### [YOUR OBJECTIVE]
Copy every line below that has the word "align" in it.

### [Collection entries]

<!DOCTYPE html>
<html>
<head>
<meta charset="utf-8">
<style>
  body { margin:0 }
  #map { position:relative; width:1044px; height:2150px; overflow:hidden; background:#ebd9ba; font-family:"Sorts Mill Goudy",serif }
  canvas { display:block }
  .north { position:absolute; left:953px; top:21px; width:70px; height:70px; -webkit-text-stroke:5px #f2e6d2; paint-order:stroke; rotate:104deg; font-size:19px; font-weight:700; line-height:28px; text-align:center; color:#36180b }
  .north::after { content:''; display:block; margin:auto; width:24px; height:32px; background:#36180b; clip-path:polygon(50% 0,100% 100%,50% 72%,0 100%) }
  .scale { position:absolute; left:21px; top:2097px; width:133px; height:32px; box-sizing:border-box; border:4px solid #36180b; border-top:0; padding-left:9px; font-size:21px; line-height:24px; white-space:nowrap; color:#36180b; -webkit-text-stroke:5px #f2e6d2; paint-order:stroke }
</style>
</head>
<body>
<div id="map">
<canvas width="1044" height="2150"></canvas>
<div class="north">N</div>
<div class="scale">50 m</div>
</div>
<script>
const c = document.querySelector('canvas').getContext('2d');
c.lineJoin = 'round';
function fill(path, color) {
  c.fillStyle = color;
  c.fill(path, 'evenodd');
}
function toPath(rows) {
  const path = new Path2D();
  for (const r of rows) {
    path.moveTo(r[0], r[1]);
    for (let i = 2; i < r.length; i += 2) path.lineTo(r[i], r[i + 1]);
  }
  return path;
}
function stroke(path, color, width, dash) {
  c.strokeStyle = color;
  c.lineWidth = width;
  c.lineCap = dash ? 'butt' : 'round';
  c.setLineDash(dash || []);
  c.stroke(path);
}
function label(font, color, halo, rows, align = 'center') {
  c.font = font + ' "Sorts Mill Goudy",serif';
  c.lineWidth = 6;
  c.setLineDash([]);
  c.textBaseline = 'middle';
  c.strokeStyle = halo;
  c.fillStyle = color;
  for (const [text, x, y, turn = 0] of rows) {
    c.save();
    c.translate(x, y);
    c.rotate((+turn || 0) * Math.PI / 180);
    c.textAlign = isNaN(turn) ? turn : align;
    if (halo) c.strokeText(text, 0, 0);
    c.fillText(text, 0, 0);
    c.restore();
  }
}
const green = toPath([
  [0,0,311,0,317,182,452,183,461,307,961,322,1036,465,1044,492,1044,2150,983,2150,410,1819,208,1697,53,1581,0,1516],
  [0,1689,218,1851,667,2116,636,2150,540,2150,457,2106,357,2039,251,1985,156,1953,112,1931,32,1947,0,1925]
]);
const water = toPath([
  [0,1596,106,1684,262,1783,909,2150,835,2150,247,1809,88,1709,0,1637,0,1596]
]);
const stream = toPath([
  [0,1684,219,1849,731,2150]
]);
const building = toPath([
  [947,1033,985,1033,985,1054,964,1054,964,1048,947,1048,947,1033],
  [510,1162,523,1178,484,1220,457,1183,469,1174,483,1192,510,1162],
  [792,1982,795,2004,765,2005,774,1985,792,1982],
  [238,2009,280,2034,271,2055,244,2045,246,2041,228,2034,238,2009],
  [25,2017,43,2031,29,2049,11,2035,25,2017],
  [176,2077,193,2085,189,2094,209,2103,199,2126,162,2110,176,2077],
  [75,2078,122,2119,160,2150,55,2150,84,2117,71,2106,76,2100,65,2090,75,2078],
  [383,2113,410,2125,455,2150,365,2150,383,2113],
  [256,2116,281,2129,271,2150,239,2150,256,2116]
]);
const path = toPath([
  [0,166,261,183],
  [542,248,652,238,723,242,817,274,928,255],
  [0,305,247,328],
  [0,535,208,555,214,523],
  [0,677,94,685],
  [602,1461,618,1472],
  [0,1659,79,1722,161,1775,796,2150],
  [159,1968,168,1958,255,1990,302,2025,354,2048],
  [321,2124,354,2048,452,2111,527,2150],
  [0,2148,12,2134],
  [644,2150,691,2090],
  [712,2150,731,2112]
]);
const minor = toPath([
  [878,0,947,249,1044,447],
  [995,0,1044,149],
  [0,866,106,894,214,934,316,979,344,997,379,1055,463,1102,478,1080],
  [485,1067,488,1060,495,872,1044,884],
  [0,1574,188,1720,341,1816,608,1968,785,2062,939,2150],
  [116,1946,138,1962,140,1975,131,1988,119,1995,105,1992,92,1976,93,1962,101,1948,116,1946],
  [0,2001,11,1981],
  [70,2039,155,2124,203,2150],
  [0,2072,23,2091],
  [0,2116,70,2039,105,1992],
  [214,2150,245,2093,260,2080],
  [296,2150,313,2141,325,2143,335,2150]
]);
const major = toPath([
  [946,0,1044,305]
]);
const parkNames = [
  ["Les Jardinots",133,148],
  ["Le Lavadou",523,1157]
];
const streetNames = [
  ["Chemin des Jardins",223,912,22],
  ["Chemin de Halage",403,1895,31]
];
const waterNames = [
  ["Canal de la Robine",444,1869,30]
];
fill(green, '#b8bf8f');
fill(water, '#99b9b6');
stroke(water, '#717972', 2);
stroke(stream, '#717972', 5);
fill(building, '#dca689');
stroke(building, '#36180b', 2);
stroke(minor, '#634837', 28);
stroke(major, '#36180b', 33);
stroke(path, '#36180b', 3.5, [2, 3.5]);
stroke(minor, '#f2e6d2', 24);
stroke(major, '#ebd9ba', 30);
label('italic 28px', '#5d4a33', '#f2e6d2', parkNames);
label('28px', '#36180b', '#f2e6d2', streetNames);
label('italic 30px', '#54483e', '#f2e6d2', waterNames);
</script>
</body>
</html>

### [ANSWER]
  .north { position:absolute; left:953px; top:21px; width:70px; height:70px; -webkit-text-stroke:5px #f2e6d2; paint-order:stroke; rotate:104deg; font-size:19px; font-weight:700; line-height:28px; text-align:center; color:#36180b }
function label(font, color, halo, rows, align = 'center') {
    c.textAlign = isNaN(turn) ? turn : align;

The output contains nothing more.